Unlike other wall lighting, wall washing and wall grazing fixtures are designed to direct light at a wall when mounted on the ceiling, recessed into the ceiling, or as uplighting mounted to the floor, rather than mounted to the wall itself.
Wall washing is a technique typically used to light flat walls. You get a nice, even distribution of light from floor to ceiling, bringing your attention to a large, smooth vertical surface. Wall grazing fixtures are designed to graze a textured surface such as stone or brick with light. Both techniques light vertical walls to make a space feel larger, brighter. Tip: For an eight foot ceiling, mount wall washing fixtures 18-24" from the wall at a 30 degree angle. Mount 10 degree beam spread wall grazing fixtures directly against the wall.
Wall sconces can mount to a standard junction box. Some have the capability to plug into an outlet, and most of the plug-in varieties can use a Hide-A-Cord that conceals the cord for a cleaner look. Most plug-in versions are of the swing arm variety, but ask your Lighting Consultant if they can help you find an option specific for your application.
Tip: In homes, mount wall lights 5'6" - 6' AFF (above finished floor). When considering where to install the fixture, think about the placement of the junction box in relation to the light source.
Up lighting is a nice indirect lighting solution that creates a warm glow and pleasing atmosphere. Up lighting is best utilized with other types of light sources as part of a layered lighting scheme.
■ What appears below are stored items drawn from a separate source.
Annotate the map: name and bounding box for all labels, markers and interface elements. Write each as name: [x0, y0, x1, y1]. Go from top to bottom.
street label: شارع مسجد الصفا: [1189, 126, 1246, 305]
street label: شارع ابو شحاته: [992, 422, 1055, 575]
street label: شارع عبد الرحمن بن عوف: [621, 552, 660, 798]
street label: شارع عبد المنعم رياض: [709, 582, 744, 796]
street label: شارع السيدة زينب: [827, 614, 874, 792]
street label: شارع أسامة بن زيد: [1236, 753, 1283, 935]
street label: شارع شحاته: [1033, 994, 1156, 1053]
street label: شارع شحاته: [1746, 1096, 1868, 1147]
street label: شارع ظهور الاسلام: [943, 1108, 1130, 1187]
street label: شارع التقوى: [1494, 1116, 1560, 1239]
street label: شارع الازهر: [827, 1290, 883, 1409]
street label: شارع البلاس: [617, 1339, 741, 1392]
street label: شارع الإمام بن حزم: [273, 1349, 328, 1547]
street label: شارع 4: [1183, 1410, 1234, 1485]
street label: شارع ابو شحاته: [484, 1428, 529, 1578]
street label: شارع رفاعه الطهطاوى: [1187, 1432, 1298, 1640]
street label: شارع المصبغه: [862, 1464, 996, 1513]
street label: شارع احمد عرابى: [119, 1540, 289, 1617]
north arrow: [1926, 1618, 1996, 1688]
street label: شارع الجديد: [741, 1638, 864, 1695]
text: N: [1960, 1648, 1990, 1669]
Look for an upcoming article on layered lighting to read more about the best way to achieve a great lighting design.
Wall fixtures are mounted at eye level, so avoid open fixtures and exposed bulbs: you do not want to see the bulb when the fixture is on. Color temperature and CRI are also important for wall lighting, as with any light fixture. Most people like 2700K-3000K light sources, which are warm, easy on the eye, and inviting. If you choose an LED fixture, assure high quality lighting by choosing a fixture with a CRI above 80.